Eggy menaikkan kedua bahunya.
"Hemm... Suam juga enggak tahu. Sudah lah, enggak usah kita pikirin, nanti juga akan datang sendiri jodohnya".
" Hmm iya mudah - mudahan secepatnya. Oh ya, itu nanti photo shoot nya Suam sendiri atau ada model lain lagi?".
"Masih belum tahu Suam. Memangnya kenapa?". Eggy menaikkan alis kanan nya.
"Hmm biasanya kan kalau jadi model brand parfume itu kan rata - rata pasti ada model perempuannya juga yang jadi pasangan Suam". Almira memanyunkan bibirnya, ia sudah membayangkan yang tidak - tidak, sebab ia tahu kalau membintangi produk parfume itu pasti bertema membuat wanita tergoda dan sudah pasti ada lawan jenis nya yang akan berpasangan dengan Eggy.
Eggy tertawa kecil melihat kecemburuan Almira. Secepat kilat Eggy menyambar bibir Almira yang sedang manyun itu.
"He he he, istrinya Suam cemburu ya?". Eggy mengeratkan lingkaran tangannya membubuhi tubuh Almira.
" Ya wajar lah kalau istri nya cemburu. Karena Ist tahu kalau jadi model parfume itu gimana hufft".
"He he he, ya sudah, kalau gitu Ist saja yang jadi model cewek nya, gimana? Biar Suam bicarakan dengan mereka". Usulan itu terlintas di benaknya.
Almira menepuk tangan Eggy.
" Iih.. Enggak mau. Kalau Ist mau, enggak akan Ist tinggalkan dunia modeling Ist yang dulu".

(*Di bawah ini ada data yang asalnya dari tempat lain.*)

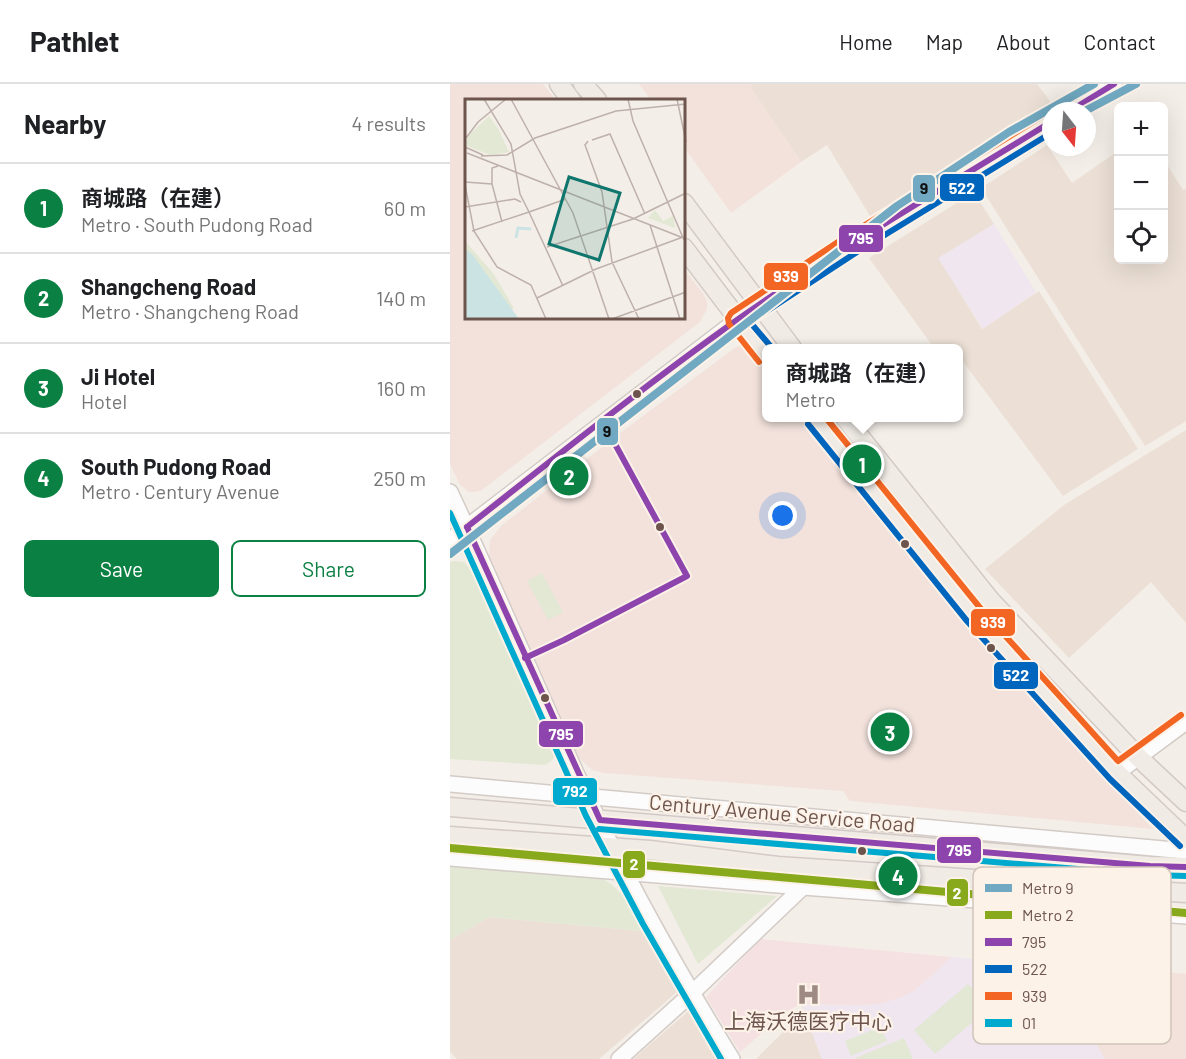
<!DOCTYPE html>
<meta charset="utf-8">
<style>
:root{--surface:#fff;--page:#f6f6f6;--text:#202124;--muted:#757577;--line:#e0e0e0;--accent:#0b8043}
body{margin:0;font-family:Barlow,"Noto Sans SC",sans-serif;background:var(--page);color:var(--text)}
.controls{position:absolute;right:18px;top:18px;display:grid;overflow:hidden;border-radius:9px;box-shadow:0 6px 24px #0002}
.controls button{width:54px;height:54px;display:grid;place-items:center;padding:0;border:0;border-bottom:2px solid var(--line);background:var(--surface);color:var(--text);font:30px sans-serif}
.compass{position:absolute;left:592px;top:18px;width:54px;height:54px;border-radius:50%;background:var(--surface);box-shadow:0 6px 24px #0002;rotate:163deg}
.you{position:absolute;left:333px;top:432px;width:21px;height:21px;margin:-15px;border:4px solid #fff;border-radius:50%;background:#1a73e8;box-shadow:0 0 0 9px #1a73e833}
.badge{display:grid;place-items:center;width:39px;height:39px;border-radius:50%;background:var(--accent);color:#fff;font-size:20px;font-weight:700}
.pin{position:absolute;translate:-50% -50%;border:3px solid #fff;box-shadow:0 2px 6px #0006}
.popup{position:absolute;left:312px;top:260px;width:201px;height:78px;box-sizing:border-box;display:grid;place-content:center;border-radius:9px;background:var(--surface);filter:drop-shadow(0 2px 4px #0005);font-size:20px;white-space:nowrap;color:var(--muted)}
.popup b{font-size:22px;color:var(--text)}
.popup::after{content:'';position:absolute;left:50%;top:100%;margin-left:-12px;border:12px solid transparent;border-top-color:var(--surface)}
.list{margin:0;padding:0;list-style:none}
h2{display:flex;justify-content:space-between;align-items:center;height:78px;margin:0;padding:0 24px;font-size:26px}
h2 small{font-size:20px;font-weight:400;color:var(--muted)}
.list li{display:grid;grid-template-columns:39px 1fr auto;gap:18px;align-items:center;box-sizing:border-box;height:90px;padding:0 24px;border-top:2px solid var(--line)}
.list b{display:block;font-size:22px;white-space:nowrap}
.list p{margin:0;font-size:20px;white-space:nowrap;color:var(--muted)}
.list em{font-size:20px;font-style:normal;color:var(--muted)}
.actions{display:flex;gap:12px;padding:18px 24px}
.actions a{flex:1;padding:14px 0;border:2px solid var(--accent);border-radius:9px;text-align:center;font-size:21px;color:var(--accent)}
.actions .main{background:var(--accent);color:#fff}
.icon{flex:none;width:33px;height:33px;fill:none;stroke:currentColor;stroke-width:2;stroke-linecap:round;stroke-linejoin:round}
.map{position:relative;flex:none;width:736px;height:975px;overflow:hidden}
header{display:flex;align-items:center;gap:36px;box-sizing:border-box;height:84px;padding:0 30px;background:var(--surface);border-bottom:2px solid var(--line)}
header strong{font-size:28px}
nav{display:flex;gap:33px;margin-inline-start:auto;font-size:21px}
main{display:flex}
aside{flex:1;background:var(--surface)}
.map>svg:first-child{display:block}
.residential{fill:#ece0d6}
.commercial{fill:#f3e2dc}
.education{fill:#efe6ef}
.medical{fill:#f5e1e2}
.green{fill:#e2e8d4}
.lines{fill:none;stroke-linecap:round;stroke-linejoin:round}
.minor-casing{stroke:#d3cbc6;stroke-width:18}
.major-casing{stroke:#d3c9c6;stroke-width:21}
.minor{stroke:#fdfcfc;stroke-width:15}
.major{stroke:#f0ebe5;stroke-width:18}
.bus-1-casing{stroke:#fcf2e8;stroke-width:10}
.bus-2-casing{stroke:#fcf2e8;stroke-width:10}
.bus-3-casing{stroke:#fcf2e8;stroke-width:10}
.bus-4-casing{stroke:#fcf2e8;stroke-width:10}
.bus-1{stroke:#8e44ad;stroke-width:6}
.bus-2{stroke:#0065bd;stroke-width:6}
.bus-3{stroke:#f26522;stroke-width:6}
.bus-4{stroke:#00a9ce;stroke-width:6}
.metro-1-casing{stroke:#fcf2e8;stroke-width:12}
.metro-2-casing{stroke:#fcf2e8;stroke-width:12}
.metro-1{stroke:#70a9c1;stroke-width:8}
.metro-2{stroke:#88a91b;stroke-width:8}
.bus-dot{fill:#6d544c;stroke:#fcf2e8;stroke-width:2}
.labels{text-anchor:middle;stroke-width:4.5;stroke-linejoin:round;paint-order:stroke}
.street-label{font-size:21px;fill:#6d544c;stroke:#fcf2e8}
.poi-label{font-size:21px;fill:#6d544c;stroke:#fcf2e8}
.inset-river{fill:none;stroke:#cbe3e2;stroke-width:3}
.inset-road{fill:none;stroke:#beb0aa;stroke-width:1.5}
.view{fill:#0f766e;fill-opacity:0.15;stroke:#0f766e;stroke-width:3}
.inset-edge{fill:none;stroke:#6d544c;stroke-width:3}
.key{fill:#fcf2e8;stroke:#d1c3b9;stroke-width:1.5}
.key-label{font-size:16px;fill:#6d544c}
.line-badge{stroke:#fcf2e8;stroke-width:2}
.badge-label{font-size:16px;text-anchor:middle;font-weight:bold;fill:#fff}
.pale-badge-label{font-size:16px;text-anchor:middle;font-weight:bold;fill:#111}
</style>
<header>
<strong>Pathlet</strong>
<nav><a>Home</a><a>Map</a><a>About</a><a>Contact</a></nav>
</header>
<main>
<aside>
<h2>Nearby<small>4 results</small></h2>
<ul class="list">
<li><span class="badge">1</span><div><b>商城路（在建）</b><p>Metro · South Pudong Road</p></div><em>60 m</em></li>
<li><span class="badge">2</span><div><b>Shangcheng Road</b><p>Metro · Shangcheng Road</p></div><em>140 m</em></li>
<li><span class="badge">3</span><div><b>Ji Hotel</b><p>Hotel</p></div><em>160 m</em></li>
<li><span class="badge">4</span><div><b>South Pudong Road</b><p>Metro · Century Avenue</p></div><em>250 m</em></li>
</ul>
<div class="actions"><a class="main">Save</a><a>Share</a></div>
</aside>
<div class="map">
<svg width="736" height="975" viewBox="0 0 736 975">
<rect width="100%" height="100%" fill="#f4eee8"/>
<g class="residential">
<path d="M303,0H587L606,25L423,137L377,61L351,78L300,3Z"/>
<path d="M597,61L622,99L668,67V176H714V76L733,106L736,105V337L695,362L531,104Z"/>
<path d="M524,108L544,140L489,174L532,245L589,207L688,365L613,412L511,275L508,277V264H484L419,174Z"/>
<path d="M736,346V539L701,498L619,574L535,485L614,421Z"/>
<path d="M39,833L193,847L227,908L149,975H7L0,968V856Z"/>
<path d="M241,925L272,975H183Z"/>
<path d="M356,933L372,975H306L333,948L348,936Z"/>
</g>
<g class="commercial">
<path d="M0,0H93L106,16H16V234H234V185L254,211L257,218V225L250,238L32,406L25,408H19L10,401L0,380Z"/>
<path d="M189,0H303L300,3L351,78L281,129L234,63V16H201Z"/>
<path d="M295,260L303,263L316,280V334H358L535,562L601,638L703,745L400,717L393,707L154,689L142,686L126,671L39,473L40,456L51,442L178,343L286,263Z"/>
<path d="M632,881L736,890V975H655L609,899H632Z"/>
</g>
<g class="education">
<path d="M544,140L586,208L533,245L488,174Z"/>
<path d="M502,873L553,878L552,890L580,898L609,899L655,975H372L351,920L405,921L430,920L464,907Z"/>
</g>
<path class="medical" d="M310,855L502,873L464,907L452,913L430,920L405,921L351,920L336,928L290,968L256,913Z"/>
<g class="green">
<path d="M4,477L14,478L27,493L105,666C105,674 102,677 95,681L0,675V478Z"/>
<path d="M92,489L113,528L98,536L77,497Z"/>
<path d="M0,781L146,792C172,802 181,824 193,847L39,833L0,856Z"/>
<path d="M208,802L327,812L248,880Z"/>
<path d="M518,900L539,924L485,970L464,946Z"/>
<path d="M430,943L437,957L401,972L395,957Z"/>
<path d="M454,954L463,975H403Z"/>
</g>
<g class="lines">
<defs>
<g id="minor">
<path d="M620,27L664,0"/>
<path d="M0,408C44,501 84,597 127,691C173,789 225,883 282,975"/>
<path d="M0,456L287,236L402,160L601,38"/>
<path d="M667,689L736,638"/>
<path d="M0,700L736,767"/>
<path d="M0,774L353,803L736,832"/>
<path d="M169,975L241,910L353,803"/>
</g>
<g id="major">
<path d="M109,0L121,16"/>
<path d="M133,0L147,16"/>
<path d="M234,119L342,264"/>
<path d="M234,164L316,272"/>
<path d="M365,334L524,531L667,689L736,755"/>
<path d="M395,334L541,517L688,673L736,718"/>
<path d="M0,723L700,782L736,783"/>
<path d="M0,752L200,766L328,782L736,809"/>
</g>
</defs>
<use href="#minor" class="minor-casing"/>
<use href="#major" class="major-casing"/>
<use href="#minor" class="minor"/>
<use href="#major" class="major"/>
<defs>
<g id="bus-1">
<path d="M620,27L664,0"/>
<path d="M17,443L150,736L700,782L736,783"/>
<path d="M17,443C106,373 194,302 287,236C388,165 496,103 601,38"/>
<path d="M75,574L114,556L237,492L153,338"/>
</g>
<g id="bus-2">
<path d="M322,264L300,238L407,168L601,49"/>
<path d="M358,340L517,537L660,695L730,762"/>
</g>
<g id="bus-3">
<path d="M309,278L279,240L278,234L281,229L397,152L596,30"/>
<path d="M376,334L531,525L668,677L731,631"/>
</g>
<g id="bus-4">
<path d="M0,429L136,732L193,840L271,975"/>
<path d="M149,745L699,791L736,792"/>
</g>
</defs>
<use href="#bus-1" class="bus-1-casing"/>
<use href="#bus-2" class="bus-2-casing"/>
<use href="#bus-3" class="bus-3-casing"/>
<use href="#bus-4" class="bus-4-casing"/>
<use href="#bus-1" class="bus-1"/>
<use href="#bus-2" class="bus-2"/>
<use href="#bus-3" class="bus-3"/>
<use href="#bus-4" class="bus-4"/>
<defs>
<g id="metro-1">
<path d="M635,27L686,0"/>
<path d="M0,470L447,122L559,48L644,0"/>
</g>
<path id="metro-2" d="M0,764L736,829"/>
</defs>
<use href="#metro-1" class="metro-1-casing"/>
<use href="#metro-2" class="metro-2-casing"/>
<use href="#metro-1" class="metro-1"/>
<use href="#metro-2" class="metro-2"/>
</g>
<defs>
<symbol id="hospital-bare" viewBox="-9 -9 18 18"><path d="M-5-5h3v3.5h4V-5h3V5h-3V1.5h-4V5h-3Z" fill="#9c8a83" stroke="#fcf2e8" stroke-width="2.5" paint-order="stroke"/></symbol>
</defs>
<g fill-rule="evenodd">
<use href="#hospital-bare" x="342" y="894" width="33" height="33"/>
</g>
<g class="bus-dot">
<circle cx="187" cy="310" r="5"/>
<circle cx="210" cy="443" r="5"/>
<circle cx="455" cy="460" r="5"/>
<circle cx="541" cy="564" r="5"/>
<circle cx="95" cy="614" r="5"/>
<circle cx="412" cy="767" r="5"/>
</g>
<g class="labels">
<g class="street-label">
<text transform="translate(332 730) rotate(5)" y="7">Century Avenue Service Road</text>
</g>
<g class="poi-label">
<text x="358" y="945">上海沃德医疗中心</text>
</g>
</g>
<g transform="translate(15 15)">
<rect width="220" height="220" fill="#f4eee8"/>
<path d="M24,17L34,31L44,53L25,56L0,46L4,36ZM190,111L198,122L208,117L210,129L183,119ZM0,142L28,174L49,209L45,211L0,150Z" fill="#e2e8d4"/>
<path d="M0,150L7,155L54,220H0Z" fill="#cbe3e2"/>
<path class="inset-river" d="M51,139L53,129L66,130M0,165L11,191L2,220"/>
<path class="inset-road" d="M19,0L46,45L55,95L64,113M46,0L108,114L144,220M163,0L168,22L219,141M212,0L221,43M1,39L13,23L41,0M127,41L145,35L180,115M123,42L120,46L137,93L147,163L174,220M0,48L18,56M2,54L221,140M16,57L42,56L70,39L151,12L221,5M33,67L27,69V85L37,123M0,83L27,85M0,86L9,132L32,168L66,186L81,220M0,108L50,100L56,103M185,126L215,220M7,132L64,113M82,148L168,120L221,94M98,187L64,113L101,100M72,199L131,170L218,138M147,220L221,193"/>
<path class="view" d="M104,78L155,94L134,161L84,145Z"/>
<rect width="220" height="220" class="inset-edge"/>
</g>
<rect x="523" y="783" width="198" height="177" rx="9" class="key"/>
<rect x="535" y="800" width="27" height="8" fill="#70a9c1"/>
<rect x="535" y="827" width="27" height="8" fill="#88a91b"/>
<rect x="535" y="854" width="27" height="8" fill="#8e44ad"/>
<rect x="535" y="881" width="27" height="8" fill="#0065bd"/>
<rect x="535" y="908" width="27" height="8" fill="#f26522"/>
<rect x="535" y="935" width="27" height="8" fill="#00a9ce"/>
<g class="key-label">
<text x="572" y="810">Metro 9</text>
<text x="572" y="837">Metro 2</text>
<text x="572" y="864">795</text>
<text x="572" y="891">522</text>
<text x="572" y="918">939</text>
<text x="572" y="945">01</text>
</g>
<g class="line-badge">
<rect x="489" y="89" width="46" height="29" rx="6" fill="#0065bd"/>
<rect x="462" y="90" width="24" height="29" rx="6" fill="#70a9c1"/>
<rect x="388" y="140" width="46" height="29" rx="6" fill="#8e44ad"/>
<rect x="313" y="178" width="46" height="29" rx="6" fill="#f26522"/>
<rect x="146" y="333" width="23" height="29" rx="6" fill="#70a9c1"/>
<rect x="520" y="524" width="46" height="29" rx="6" fill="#f26522"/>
<rect x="543" y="577" width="46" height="29" rx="6" fill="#0065bd"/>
<rect x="88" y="636" width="46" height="28" rx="6" fill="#8e44ad"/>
<rect x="102" y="693" width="46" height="29" rx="6" fill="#00a9ce"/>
<rect x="486" y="752" width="46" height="28" rx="6" fill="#8e44ad"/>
<rect x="172" y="766" width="24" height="29" rx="6" fill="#88a91b"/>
<rect x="496" y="794" width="23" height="29" rx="6" fill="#88a91b"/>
</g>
<g class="badge-label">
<text x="512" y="110">522</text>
<text x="411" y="160">795</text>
<text x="336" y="198">939</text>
<text x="543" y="544">939</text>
<text x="566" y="597">522</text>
<text x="111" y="656">795</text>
<text x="125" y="713">792</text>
<text x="509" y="772">795</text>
<text x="184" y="786">2</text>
<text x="507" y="815">2</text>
</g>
<g class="pale-badge-label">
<text x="474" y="110">9</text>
<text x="157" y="353">9</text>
</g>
</svg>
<div class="controls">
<button>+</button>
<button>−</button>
<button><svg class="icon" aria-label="locate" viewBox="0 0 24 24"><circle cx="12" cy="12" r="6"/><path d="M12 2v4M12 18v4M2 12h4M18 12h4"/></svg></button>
</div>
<svg class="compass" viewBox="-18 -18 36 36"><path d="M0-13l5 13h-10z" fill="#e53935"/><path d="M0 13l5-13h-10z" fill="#757577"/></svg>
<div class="you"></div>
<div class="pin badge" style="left:412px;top:380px">1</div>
<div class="popup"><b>商城路（在建）</b>Metro</div>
<div class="pin badge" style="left:119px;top:392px">2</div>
<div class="pin badge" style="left:440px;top:648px">3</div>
<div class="pin badge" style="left:448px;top:792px">4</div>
</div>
</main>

Eggy menarik hidung Almira dengan gemas.
"Iya iya.... Jadi kalau gitu nanti jangan ada pakai cemburu - cemburuan ya Ist sayang. Ist harus percaya sama Suam".
" Ummm... Enggak janji. Sekarang kan tergantung gimana kondisi nya. Kalau Suam di pegang - pegang sama mereka atau sebalik nya, Suam yang megang - megang mereka, terus Ist enggak boleh cemburu gitu?".
"Ha ha ha ha, tenang sayang. Suam pasti tahu porsinya dan Suam enggak akan membuat Ist cemburu atau pun marah".
" Benar ya? Awas kalau ingkar, enggak akan Ist izinkan Suam tidur sama Ist". Almira mengarahkan jari telunjuk mengarah ke wajah Eggy.
"Iya, janji sayang ku, cinta ku. Muaccch muaccch muaccch he he he". Eggy tersenyum menatap mata Almira begitu dalam lalu melagakan dahi nya pada dahi Almira.